_Task statement_.
What is the number of lines in these records that hold the word "Harrison"? Reply with that number alone.

_Dataset entries_.
-.-.-
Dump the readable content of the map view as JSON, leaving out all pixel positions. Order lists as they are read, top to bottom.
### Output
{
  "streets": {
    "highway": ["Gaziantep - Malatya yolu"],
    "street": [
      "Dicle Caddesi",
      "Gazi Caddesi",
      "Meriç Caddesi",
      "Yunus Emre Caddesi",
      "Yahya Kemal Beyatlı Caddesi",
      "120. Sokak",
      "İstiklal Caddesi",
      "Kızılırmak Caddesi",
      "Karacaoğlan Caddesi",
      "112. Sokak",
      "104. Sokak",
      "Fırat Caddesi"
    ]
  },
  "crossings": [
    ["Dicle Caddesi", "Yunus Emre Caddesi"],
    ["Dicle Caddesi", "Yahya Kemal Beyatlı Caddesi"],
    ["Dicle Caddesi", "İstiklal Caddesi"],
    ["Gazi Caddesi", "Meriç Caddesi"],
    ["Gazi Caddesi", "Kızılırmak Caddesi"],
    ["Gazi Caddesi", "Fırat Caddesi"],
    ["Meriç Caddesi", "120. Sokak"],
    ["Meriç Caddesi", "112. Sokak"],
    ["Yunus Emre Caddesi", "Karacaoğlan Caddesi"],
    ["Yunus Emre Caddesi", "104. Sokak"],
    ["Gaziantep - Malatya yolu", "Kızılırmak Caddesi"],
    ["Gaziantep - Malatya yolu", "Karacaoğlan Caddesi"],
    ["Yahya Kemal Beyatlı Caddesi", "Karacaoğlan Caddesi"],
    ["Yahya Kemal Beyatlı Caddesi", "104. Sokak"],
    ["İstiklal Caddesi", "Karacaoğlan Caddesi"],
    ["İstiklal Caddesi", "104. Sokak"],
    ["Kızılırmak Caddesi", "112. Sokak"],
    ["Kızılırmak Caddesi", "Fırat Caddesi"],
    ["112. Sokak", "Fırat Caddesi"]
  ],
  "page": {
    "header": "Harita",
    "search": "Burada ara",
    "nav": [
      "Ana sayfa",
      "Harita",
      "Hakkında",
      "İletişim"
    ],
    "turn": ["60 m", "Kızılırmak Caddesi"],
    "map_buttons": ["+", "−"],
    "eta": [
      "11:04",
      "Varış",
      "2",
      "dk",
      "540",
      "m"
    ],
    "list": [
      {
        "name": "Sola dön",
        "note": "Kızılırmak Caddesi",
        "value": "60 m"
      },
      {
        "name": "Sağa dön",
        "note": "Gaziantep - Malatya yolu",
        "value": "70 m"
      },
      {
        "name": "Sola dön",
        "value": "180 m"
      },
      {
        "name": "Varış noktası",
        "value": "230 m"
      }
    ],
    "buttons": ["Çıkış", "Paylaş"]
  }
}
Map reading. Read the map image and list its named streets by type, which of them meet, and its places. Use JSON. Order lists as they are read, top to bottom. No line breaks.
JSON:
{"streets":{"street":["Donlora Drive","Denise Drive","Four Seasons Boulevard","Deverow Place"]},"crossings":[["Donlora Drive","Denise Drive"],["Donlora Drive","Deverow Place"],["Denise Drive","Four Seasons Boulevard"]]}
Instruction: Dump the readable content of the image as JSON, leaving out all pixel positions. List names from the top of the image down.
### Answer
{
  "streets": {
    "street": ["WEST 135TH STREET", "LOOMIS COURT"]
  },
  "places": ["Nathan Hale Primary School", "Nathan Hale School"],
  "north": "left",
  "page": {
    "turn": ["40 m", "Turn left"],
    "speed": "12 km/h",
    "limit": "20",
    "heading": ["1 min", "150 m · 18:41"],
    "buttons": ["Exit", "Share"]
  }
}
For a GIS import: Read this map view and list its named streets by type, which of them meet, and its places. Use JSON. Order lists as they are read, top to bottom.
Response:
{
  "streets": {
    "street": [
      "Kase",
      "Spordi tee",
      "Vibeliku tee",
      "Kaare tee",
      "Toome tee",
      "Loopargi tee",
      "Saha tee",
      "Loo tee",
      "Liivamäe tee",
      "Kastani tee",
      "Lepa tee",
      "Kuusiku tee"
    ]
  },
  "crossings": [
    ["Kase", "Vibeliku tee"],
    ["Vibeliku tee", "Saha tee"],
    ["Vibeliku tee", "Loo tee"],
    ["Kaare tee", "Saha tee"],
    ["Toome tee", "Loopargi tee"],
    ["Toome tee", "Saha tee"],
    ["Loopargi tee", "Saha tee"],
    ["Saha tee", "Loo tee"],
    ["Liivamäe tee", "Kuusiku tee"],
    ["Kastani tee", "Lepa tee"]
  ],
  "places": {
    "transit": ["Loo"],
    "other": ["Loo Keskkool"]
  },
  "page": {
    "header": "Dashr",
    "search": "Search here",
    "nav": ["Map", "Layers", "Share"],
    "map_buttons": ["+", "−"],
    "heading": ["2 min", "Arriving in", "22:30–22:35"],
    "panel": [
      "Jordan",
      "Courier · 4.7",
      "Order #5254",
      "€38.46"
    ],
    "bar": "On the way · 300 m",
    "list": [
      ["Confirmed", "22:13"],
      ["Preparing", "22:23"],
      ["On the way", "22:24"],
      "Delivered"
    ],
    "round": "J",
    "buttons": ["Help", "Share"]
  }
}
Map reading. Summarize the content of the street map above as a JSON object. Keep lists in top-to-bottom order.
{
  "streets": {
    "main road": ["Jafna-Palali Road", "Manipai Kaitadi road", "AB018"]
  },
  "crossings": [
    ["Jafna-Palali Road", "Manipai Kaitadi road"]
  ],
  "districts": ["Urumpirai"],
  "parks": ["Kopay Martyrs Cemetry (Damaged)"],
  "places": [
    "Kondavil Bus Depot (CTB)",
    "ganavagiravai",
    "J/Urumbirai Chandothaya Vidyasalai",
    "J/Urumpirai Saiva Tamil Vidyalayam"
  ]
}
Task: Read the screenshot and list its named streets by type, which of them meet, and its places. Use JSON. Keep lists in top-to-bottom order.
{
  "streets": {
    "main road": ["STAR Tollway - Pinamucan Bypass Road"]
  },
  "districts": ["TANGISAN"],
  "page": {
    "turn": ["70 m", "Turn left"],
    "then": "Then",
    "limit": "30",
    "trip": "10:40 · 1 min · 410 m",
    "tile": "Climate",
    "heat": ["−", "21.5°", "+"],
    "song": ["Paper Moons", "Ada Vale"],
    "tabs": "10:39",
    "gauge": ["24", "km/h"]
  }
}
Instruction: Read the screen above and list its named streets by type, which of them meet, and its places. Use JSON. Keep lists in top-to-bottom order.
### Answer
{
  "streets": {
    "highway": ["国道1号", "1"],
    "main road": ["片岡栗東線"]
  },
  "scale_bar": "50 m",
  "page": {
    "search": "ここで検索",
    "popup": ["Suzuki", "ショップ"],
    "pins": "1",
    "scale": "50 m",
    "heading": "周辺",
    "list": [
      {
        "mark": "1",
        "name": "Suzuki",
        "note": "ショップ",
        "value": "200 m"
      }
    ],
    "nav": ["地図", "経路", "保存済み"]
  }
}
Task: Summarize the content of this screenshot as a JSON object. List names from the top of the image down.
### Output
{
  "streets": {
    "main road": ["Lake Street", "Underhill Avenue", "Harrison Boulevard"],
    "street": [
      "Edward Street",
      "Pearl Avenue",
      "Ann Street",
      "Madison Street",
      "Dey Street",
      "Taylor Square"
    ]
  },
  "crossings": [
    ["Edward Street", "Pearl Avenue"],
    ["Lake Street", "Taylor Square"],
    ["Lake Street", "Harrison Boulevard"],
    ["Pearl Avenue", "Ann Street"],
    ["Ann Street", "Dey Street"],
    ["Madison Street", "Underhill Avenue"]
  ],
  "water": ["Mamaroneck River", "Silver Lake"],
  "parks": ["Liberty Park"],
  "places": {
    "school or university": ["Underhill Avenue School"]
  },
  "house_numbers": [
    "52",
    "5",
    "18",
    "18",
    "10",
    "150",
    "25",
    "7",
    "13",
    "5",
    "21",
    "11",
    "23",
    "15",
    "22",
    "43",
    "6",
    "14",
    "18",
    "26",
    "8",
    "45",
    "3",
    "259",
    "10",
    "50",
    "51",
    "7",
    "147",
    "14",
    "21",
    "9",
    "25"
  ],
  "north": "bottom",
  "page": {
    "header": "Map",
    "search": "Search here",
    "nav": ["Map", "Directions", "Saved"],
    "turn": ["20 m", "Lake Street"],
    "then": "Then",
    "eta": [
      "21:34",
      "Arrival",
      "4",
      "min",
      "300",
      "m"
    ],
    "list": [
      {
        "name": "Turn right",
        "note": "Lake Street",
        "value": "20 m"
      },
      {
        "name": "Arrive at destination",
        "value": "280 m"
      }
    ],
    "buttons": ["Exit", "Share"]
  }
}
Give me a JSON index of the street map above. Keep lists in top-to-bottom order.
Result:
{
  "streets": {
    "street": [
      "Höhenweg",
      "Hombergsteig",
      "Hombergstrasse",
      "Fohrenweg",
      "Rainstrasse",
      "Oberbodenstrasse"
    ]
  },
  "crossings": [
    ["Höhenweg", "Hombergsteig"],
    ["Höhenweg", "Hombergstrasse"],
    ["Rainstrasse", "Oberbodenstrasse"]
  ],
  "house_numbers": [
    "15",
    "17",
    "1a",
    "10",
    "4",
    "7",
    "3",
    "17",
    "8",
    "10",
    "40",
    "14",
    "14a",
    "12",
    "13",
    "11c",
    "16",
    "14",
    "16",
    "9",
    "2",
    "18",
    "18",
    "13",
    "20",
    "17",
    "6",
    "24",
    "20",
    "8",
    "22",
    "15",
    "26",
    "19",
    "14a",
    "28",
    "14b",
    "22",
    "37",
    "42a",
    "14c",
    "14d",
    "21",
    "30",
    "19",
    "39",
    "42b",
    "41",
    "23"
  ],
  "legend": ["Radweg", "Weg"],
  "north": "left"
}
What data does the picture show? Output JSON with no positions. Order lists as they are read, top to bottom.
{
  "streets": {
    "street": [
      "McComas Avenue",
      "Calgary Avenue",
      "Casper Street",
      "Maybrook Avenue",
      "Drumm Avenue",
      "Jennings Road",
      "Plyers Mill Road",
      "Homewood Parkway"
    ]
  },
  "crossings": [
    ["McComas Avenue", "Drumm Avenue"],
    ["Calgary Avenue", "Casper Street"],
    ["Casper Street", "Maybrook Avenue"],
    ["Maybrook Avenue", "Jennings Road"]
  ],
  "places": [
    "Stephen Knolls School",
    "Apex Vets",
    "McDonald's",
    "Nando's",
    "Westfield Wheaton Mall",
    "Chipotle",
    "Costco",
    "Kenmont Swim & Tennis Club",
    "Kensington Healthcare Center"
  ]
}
-.-.-
_Finished task_.
2